Annual Report on Your Data and our Server Logs
To begin, I want to emphasize this article outlines what I see and do on this website. As you travel through the Internet you most likely visit other sites and properties. I can't speak for these people. They may have entirely different programs and policies.
The Data Location
As with many activities, some of your actions on this website are recorded. In the case of visiting this website, the data is written to a server log. Specifically, it is an Apache HTTP server log using the combined format. Ive used a half-dozen web hosting firms throughout the years and all of them have provided me with some sort of server logs. I never had to ask these companies to turn on the logs. The data accrued whether I looked at or not.

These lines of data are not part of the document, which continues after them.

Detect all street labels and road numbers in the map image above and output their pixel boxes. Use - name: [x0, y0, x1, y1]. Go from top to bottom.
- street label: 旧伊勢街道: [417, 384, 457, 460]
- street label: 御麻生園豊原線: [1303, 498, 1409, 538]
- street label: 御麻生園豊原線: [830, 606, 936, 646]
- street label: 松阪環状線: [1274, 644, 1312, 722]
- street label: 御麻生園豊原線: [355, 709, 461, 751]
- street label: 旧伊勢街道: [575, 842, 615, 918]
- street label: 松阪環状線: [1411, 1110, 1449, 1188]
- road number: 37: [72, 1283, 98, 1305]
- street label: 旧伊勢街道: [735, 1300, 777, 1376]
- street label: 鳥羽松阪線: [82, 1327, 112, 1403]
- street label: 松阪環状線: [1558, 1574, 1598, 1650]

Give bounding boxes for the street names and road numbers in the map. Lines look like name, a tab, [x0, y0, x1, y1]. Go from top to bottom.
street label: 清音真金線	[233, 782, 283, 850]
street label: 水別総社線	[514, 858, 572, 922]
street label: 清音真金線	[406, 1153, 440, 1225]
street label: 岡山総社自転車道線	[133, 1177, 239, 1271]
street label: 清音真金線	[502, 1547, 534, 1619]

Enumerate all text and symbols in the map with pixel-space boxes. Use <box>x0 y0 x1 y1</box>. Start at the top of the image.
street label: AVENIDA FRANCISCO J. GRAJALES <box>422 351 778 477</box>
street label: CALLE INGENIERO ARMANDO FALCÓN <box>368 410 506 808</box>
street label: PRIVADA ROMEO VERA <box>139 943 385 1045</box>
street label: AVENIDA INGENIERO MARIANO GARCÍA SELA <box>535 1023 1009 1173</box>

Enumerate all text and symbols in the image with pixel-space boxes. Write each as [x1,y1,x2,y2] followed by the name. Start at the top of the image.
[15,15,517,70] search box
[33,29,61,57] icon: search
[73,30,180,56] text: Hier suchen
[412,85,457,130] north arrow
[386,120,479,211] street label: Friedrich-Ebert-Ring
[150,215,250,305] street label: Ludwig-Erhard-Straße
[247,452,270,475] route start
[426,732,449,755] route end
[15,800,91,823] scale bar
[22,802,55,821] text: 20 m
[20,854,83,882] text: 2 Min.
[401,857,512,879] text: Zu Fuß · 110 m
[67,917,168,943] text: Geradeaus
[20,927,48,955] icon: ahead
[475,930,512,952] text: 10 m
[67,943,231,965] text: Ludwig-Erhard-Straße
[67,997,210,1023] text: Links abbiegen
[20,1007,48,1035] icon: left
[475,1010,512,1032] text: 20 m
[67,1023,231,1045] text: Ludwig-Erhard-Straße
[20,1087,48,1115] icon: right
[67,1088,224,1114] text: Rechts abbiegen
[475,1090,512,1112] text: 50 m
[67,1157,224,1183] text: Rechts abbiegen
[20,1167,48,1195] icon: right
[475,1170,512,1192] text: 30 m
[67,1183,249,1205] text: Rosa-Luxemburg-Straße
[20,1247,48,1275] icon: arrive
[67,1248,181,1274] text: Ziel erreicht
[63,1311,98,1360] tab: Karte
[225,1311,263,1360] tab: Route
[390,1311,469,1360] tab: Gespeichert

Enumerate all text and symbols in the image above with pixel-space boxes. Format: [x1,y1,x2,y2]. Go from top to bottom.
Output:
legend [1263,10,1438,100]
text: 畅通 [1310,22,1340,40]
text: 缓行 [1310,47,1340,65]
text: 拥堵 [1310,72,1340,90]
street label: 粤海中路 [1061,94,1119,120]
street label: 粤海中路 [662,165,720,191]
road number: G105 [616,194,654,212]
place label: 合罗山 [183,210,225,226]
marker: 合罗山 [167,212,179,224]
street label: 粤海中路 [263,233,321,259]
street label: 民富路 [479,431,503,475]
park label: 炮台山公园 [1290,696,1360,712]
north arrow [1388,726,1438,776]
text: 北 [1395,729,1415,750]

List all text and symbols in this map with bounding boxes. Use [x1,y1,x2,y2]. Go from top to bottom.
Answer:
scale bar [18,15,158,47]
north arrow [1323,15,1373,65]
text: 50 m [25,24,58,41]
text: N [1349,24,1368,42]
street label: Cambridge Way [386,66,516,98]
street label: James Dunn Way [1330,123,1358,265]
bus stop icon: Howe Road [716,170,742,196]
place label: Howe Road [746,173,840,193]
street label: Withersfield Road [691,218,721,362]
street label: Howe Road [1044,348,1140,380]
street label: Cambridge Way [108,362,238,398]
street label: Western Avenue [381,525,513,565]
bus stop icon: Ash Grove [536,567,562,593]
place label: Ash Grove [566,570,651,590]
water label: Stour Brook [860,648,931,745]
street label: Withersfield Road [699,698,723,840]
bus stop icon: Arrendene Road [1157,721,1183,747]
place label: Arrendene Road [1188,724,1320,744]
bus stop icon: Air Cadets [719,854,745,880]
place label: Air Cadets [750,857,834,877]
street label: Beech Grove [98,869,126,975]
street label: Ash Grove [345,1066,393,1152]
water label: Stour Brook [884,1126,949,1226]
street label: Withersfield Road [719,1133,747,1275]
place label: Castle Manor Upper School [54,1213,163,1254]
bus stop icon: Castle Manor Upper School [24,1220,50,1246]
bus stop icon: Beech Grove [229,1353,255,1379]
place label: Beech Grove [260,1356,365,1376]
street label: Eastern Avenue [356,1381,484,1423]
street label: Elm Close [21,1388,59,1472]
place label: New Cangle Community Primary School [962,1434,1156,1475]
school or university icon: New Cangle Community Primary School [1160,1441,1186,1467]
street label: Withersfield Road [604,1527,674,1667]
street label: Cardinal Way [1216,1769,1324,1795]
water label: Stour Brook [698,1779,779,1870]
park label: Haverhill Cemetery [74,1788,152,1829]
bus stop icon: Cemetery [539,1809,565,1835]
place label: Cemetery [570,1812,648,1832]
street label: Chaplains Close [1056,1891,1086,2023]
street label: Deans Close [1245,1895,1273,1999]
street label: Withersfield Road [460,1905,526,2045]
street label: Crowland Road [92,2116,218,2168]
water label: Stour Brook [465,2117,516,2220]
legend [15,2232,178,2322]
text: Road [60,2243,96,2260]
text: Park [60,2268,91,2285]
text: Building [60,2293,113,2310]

In some ways these logs are similar to ones used for other activities outside of the Internet. As more processes get automated, more logs of our activities are recorded. These are things we may take for granted such as using library cards, paying bridge tolls with a Fast Pass, using supermarket membership cards or requesting an absentee ballot. One difference is I know what data is on this sites server logs and how I use it. I don't know how my supermarket uses the data from my membership card which is why I choose not to use it.
Each month the web hosting company I use starts a new log. Every day data is appended to this file. Instead of having 30 daily files, it is one large monthly file that grows. As I write this, the monthly log file is over 70mb which is pale in comparison to other sites. Sometime during the first week of the new month, I copy the previous monthly log to my PC and remove the web server version. I do keep the monthly log files on my PC for an unspecified amount of time for long term trend analysis.
In addition to our files, our web hosting company maintains backups. These files are used in case we need to restore content for any reason. Their backup process includes all our site files so it would include this log. A similar process is used on test servers we maintain with other web hosting companies. However, these server logs include data from internal testers and not the general public.
How Data Gets to Our Server Log
A large portion of the web traffic I see originates from search engines. People will start by typing their query into the search box. Based on their query, a listing to one of our articles shows in the search results. For this example, Ill use Google and search for the term blimperskins.
I intentionally used this term as its a not a real word. I made it up one time when I wanted to swear, but I was in the presence of a 5 year old. The word was intentionally included in a previous article when I was testing to see if others sites might be scraping our stories. Since its a unique word, it was easier to find it in a 70mb data file.
Im also using Google as the search engine example for a number of reasons. The majority of our traffic comes from Google. In addition, we use two of their services -- Google AdSense and Google Analytics. AdSense is the service that provides the contextual ads for our articles for which we receive a percentage of the ad revenue. Google Analytics is one of the tools we use that interprets visitor data.
In the picture above, you can see that my search term shows in my browsers address bar. When I click the article in the results section, not only do I go to the requested page, but I'm also sending information about where I started. This is called the referrer.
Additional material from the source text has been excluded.